Boosting BCG's anti-TB immunity
9 February 2009
Some 2 billion people are infected with Mycobacterium tuberculosis, the cause of tuberculosis, and 2 million die of it every year. For more than 80 years, the BCG vaccine has provided some protection, but it has many drawbacks, including its inability to protect adults from infection. A new vaccine being developed by Helen McShane, a Senior Research Fellow in Clinical Science at the University of Oxford, has been shown to boost immune responses dramatically in clinical trials in South Africa and The Gambia.

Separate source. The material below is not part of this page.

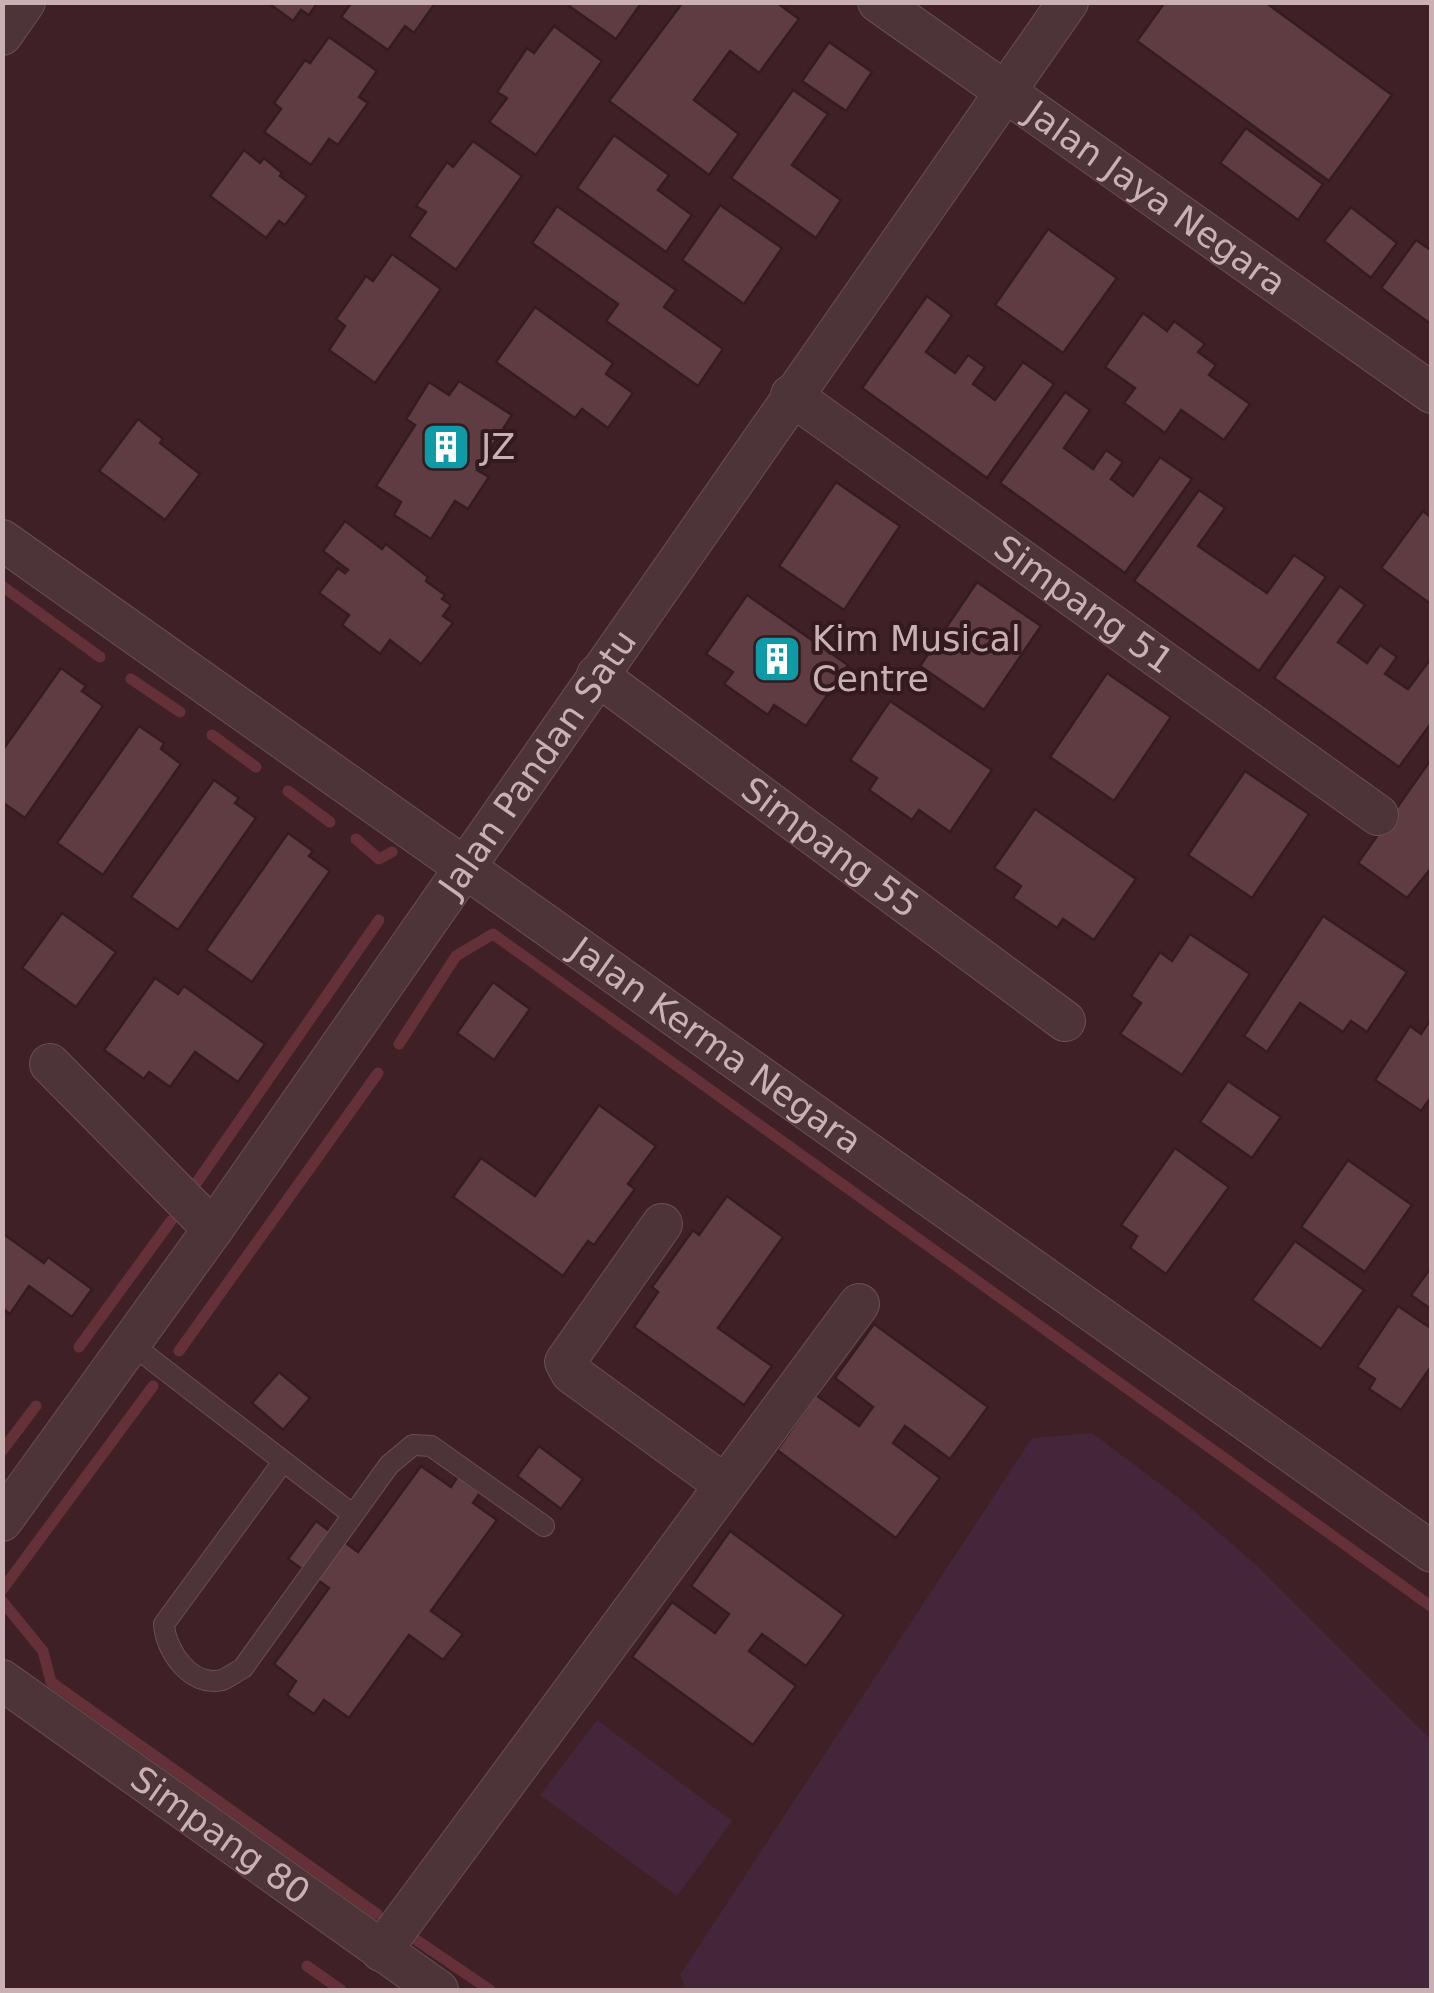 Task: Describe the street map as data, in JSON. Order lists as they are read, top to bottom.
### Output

The vaccine, MVA85A, is based on a modified form of vaccinia virus displaying a TB antigen on its surface. It has been designed as a booster vaccine, stimulating a heightened response by re-stimulating the immune response initially generated by a 'priming' vaccine such as BCG. Following successful trials in the UK, the vaccine has undergone clinical trials in Africa to assess its safety and ability to stimulate immune responses.
In both South Africa and The Gambia, MVA85A had no significant side-effects. Most encouragingly, in both settings it generated powerful T-cell immune responses - those thought most likely to protect against M. tuberculosis. Detailed analysis suggests that a wide range of responses is being stimulated.
Moreover, a trial in the UK has shown that the immune boost provided by MVA85A does not depend on the length of time since BCG was given - responses were the same whether it was given weeks or years later.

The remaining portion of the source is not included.